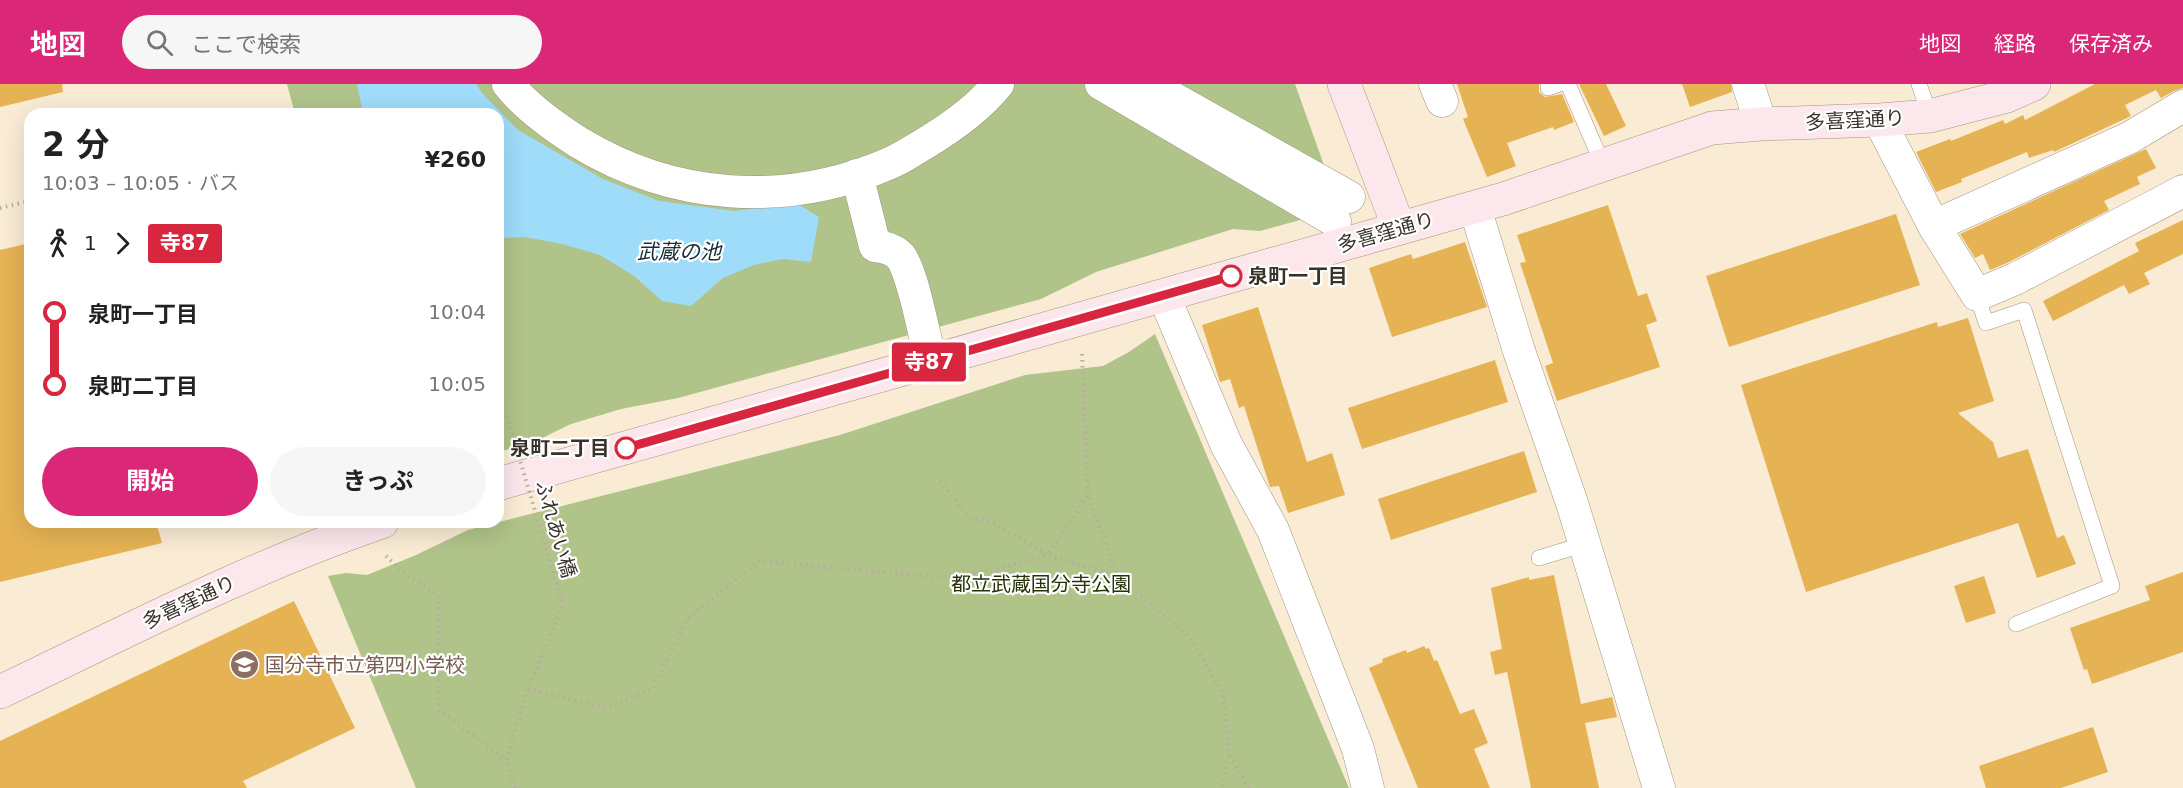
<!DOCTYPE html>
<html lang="ja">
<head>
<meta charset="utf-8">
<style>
  body { margin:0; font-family:"DejaVu Sans","Noto Sans JP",sans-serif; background:#f6f6f6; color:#222; height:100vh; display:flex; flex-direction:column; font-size:22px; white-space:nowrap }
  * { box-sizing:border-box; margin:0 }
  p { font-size:20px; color:#767676 }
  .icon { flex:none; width:33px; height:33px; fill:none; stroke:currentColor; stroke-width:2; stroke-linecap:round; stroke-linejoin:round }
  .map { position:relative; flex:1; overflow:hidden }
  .panel { position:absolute; left:24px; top:24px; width:480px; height:420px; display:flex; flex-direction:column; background:#fff; border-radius:18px; box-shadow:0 6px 24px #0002 }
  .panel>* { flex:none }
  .badge { padding:0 12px; border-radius:4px; font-size:21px; line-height:39px }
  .map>.badge { position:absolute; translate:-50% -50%; box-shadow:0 0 0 3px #fff }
  .legs { display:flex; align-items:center; gap:9px; height:66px; padding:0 18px; font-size:20px }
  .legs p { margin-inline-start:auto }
  .summary { display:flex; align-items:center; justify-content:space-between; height:102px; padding:0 18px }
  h1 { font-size:33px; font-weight:700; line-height:45px }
  .primary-button { display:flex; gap:12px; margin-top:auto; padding:12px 18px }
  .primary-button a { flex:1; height:69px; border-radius:36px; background:#db2777; color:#fff; font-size:24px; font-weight:700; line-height:69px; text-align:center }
  .primary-button a+a { background:#f6f6f6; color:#222 }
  ul { padding:0 18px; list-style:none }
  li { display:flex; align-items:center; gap:21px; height:72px; font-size:22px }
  li i { display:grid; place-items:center; width:9px; height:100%; margin:0 8px; background:currentColor }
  li i::after { content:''; width:15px; height:15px; margin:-8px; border:4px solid; border-radius:50%; background:#fff }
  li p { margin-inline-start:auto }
  li:first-child i { background:linear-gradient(#0000 50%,currentColor 0) }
  li:last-child i { background:linear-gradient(currentColor 50%,#0000 0) }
  header { display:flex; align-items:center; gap:36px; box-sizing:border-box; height:84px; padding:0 30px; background:#db2777; color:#fff }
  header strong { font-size:28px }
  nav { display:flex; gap:33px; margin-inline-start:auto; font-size:21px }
  .search { width:420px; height:54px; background:#f6f6f6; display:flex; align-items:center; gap:15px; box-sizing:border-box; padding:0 21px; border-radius:33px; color:#767676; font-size:22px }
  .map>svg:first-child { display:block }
  .green { fill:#b0c389 }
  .water { fill:#9edcfa }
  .building { fill:#e5b354 }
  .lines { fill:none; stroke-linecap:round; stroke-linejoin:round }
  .lane-casing { stroke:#a2957f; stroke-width:16 }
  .street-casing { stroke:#a2957f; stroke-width:33 }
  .secondary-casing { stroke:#a2957f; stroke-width:34 }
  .path { stroke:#b8ad9b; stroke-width:4; stroke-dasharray:1.5 4.5; stroke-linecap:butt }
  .lane { stroke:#fff; stroke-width:15 }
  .street { stroke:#fff; stroke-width:32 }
  .secondary { stroke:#fce8ec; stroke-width:33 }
  .path-bridge { stroke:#b8ad9b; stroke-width:4; stroke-dasharray:1.5 4.5; stroke-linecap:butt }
  .line-1-casing { stroke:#fff; stroke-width:14 }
  .line-1 { stroke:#d7263d; stroke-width:9 }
  .stop-1-dot { fill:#fff; stroke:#d7263d; stroke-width:3 }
  .labels { text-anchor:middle; stroke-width:4.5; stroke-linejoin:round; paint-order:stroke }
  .street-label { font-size:20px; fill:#38332a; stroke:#fff }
  .stop-label { font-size:20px; font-weight:bold; fill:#38332a; stroke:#fff; text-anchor:start }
  .park-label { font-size:20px; fill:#27320a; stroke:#fff }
  .education-label { font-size:20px; fill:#785e54; stroke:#fff; text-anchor:start }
  .water-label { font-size:21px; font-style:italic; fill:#192d37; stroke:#fff }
</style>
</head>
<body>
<header>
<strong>地図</strong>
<div class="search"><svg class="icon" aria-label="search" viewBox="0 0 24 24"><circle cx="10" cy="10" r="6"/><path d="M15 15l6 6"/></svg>ここで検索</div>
<nav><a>地図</a><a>経路</a><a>保存済み</a></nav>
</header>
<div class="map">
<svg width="2183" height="704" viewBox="0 0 2183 704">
  <rect width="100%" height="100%" fill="#f9ebd4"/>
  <g class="green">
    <path d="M 287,0 L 1295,0 L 1326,87 L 1300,136 L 1260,147 L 1233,145 L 1096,188 L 1041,215 L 678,314 L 621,325 L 571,340 L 534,358 L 498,368 L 498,30 L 295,30 Z"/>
    <path d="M 1155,250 L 1349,704 L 416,704 L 328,492 L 346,489 L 367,491 L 416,471 L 468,446 L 840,351 L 1025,291 L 1103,282 L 1129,268 Z"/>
  </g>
  <path class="water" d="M 357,0 L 476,0 L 482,9 L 518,46 L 603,95 L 659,117 L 734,127 L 795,118 L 819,133 L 811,178 L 783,175 L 754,181 L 723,194 L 691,222 L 662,217 L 634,192 L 600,171 L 562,160 L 525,153 L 498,154 L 498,30 L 363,30 Z"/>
  <g class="building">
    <path d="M 0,0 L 62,0 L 63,8 L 0,23 Z"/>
    <path d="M 1457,0 L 1539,0 L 1539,8 L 1545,13 L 1562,10 L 1574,38 L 1554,46 L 1553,43 L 1507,59 L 1516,82 L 1487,93 L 1463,35 L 1468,33 Z"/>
    <path d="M 1579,0 L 1606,0 L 1626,42 L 1604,52 Z"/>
    <path d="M 1682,0 L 1731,0 L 1732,8 L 1690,23 Z"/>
    <path d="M 2095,0 L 2183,0 L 2183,4 L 2174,7 L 2161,14 L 2156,6 L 2125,21 L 2131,32 L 2054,68 L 2053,66 L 2029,74 L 2027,68 L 1961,95 L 1962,98 L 1936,108 L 1916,68 L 1950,55 L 1951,57 L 2003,36 L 2005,40 L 2023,31 L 2025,36 Z"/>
    <path d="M 2146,65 L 2156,84 L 2137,93 L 2140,100 L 2104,117 L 2109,126 L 2007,179 L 1990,186 L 1983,170 L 1975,174 L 1960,150 Z"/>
    <path d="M 1608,121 L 1638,212 L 1647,209 L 1657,237 L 1646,241 L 1660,283 L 1557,317 L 1545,282 L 1553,279 L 1520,179 L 1526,178 L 1517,151 Z"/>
    <path d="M 1896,130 L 1920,201 L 1729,263 L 1706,192 Z"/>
    <path d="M 2183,136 L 2183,170 L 2144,189 L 2150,200 L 2129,210 L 2124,201 L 2053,237 L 2043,217 L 2139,167 L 2135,159 Z"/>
    <path d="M 1465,158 L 1487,223 L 1392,253 L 1369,184 L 1411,170 L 1413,175 Z"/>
    <path d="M 30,159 L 30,438 L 156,438 L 162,459 L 0,498 L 0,166 Z"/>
    <path d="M 1258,223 L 1307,378 L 1332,369 L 1345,411 L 1288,429 L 1279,402 L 1270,403 L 1244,322 L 1239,324 L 1230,295 L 1220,298 L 1202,241 Z"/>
    <path d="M 1968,234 L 1994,317 L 1958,329 L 1993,358 L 1998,374 L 2028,365 L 2057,454 L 2064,451 L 2076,480 L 2037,494 L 2018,439 L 1806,508 L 1741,301 L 1937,238 L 1938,243 Z"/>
    <path d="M 1495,276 L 1508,318 L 1362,365 L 1348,324 Z"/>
    <path d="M 1524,367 L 1537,408 L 1391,456 L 1378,415 Z"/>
    <path d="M 2183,488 L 2183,568 L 2092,600 L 2087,585 L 2084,586 L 2070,544 L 2150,516 L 2145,502 Z"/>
    <path d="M 1554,491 L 1581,620 L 1612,613 L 1617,633 L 1585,639 L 1599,704 L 1531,704 L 1507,588 L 1495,591 L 1490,568 L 1502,565 L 1491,504 L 1529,493 L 1529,496 Z"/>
    <path d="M 1984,492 L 1996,529 L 1966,539 L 1954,502 Z"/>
    <path d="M 294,517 L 355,644 L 243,697 L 247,704 L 0,704 L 0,657 Z"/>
    <path d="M 1424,562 L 1426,565 L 1429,564 L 1434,577 L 1437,576 L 1460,630 L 1474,625 L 1488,659 L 1474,665 L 1490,704 L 1418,704 L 1369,584 L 1383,578 L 1382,575 L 1406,566 L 1407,569 Z"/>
    <path d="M 2093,643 L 2108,688 L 2061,704 L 1986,704 L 1979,682 Z"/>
  </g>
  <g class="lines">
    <defs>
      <g id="lane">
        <path d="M 1568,0 L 1603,81"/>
        <path d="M 1919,0 L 1930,32"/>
        <path d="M 1548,4 L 1560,0"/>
        <path d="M 1977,211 L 1986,239 L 2024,226 L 2112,502 L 2016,540"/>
        <path d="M 1539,474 L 1585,460"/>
      </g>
      <g id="street">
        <path d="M 508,0 C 526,23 553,42 578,58 C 673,116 785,124 888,80 C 901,75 912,67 924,60 C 949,45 980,23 998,0"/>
        <path d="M 1101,0 L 1335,137"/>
        <path d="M 1148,0 L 1349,113"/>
        <path d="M 1435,0 L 1442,17"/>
        <path d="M 1748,0 L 1761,40"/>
        <path d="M 1879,36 L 1934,142 L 1977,211 L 2015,195 L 2183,107"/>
        <path d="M 857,91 L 875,162 C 884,163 895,166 901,173 C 913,192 920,233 926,256"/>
        <path d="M 1475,124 L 1519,267 L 1572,419 L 1659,704"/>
        <path d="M 1934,142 L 2129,54 L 2183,22"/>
        <path d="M 1164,212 L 1226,360 L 1273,446 L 1358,665 L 1368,704"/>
      </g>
      <g id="secondary">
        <path d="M 1344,0 L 1399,144"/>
        <path d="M 498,400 L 1503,115 L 1712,44 L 1761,40 L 1879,36 L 1930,32 L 2007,12 L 2034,0"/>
        <path d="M 0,608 C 126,548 250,483 382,438"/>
      </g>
    </defs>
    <use href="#lane" class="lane-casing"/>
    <use href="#street" class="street-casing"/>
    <use href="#secondary" class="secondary-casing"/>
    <g class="path">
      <path d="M 0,124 L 30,117"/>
      <path d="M 1082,270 L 1088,410 L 1117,492"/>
      <path d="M 498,305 L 500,309"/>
      <path d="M 940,397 L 969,434 L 996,440 L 1048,471 L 1088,410"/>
      <path d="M 386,472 L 405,490 L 438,511 L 439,626 L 506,676"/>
      <path d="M 528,605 L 607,624 L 653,604 L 687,535 L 759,477 L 939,493 L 994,486 L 1048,471 L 1117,492 L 1190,553 L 1223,609 L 1229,671 L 1222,704"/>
      <path d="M 1230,672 L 1249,704"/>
      <path d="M 515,704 L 506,676 L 528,605 L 563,521"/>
    </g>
    <use href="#lane" class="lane"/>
    <use href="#street" class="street"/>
    <use href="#secondary" class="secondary"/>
    <path class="path-bridge" d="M 500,309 L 563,521"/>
  </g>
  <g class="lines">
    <defs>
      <path id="line-1" d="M 626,364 L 1231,192"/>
    </defs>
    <use href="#line-1" class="line-1-casing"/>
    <use href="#line-1" class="line-1"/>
  </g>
  <defs>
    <symbol id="school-disc" viewBox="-11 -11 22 22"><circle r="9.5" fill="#8d6e63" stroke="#fff"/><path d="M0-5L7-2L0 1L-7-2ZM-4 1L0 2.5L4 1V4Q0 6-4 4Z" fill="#fff"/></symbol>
  </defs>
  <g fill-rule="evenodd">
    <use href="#school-disc" x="228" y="564" width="33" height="33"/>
  </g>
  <g class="stop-1-dot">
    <circle cx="1231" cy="192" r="10"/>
    <circle cx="626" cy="364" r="10"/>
  </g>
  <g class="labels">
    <g class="street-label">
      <text transform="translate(1855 36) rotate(-3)" y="7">多喜窪通り</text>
      <text transform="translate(1386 148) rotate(-16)" y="7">多喜窪通り</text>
      <text transform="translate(556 445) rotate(74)" y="7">ふれあい橋</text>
      <text transform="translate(189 518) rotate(-25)" y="7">多喜窪通り</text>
    </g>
    <g class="stop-label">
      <text x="1248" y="199">泉町一丁目</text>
      <text x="610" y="371" text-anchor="end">泉町二丁目</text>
    </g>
    <g class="park-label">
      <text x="1041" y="507">都立武蔵国分寺公園</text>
    </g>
    <g class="education-label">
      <text x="265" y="588">国分寺市立第四小学校</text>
    </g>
    <g class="water-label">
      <text x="679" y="175">武蔵の池</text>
    </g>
  </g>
</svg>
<b class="badge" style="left:929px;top:278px;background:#d7263d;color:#fff">寺87</b>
<section class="panel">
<div class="summary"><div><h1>2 分</h1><p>10:03 – 10:05 · バス</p></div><b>¥260</b></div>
<div class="legs"><svg class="icon" aria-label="walk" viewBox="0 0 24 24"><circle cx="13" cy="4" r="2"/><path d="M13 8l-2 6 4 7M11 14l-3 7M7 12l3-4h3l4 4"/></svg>1<svg class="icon" aria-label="forward" viewBox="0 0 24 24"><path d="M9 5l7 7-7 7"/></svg><b class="badge" style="background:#d7263d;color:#fff">寺87</b></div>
<ul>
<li><i style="color:#d7263d"></i><b>泉町一丁目</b><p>10:04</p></li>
<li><i style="color:#d7263d"></i><b>泉町二丁目</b><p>10:05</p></li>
</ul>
<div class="primary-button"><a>開始</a><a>きっぷ</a></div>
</section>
</div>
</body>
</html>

■ ■ ■ ■ ■

YOUR GOAL — Output, from the data above, the lines from the line with "position:absolute; translate:-50% -50%;" to the line with "padding:0 18px; list-style:none" exactly as they stand, both ends included and nothing else.

SOLUTION TO THE PROBLEM —
  .map>.badge { position:absolute; translate:-50% -50%; box-shadow:0 0 0 3px #fff }
  .legs { display:flex; align-items:center; gap:9px; height:66px; padding:0 18px; font-size:20px }
  .legs p { margin-inline-start:auto }
  .summary { display:flex; align-items:center; justify-content:space-between; height:102px; padding:0 18px }
  h1 { font-size:33px; font-weight:700; line-height:45px }
  .primary-button { display:flex; gap:12px; margin-top:auto; padding:12px 18px }
  .primary-button a { flex:1; height:69px; border-radius:36px; background:#db2777; color:#fff; font-size:24px; font-weight:700; line-height:69px; text-align:center }
  .primary-button a+a { background:#f6f6f6; color:#222 }
  ul { padding:0 18px; list-style:none }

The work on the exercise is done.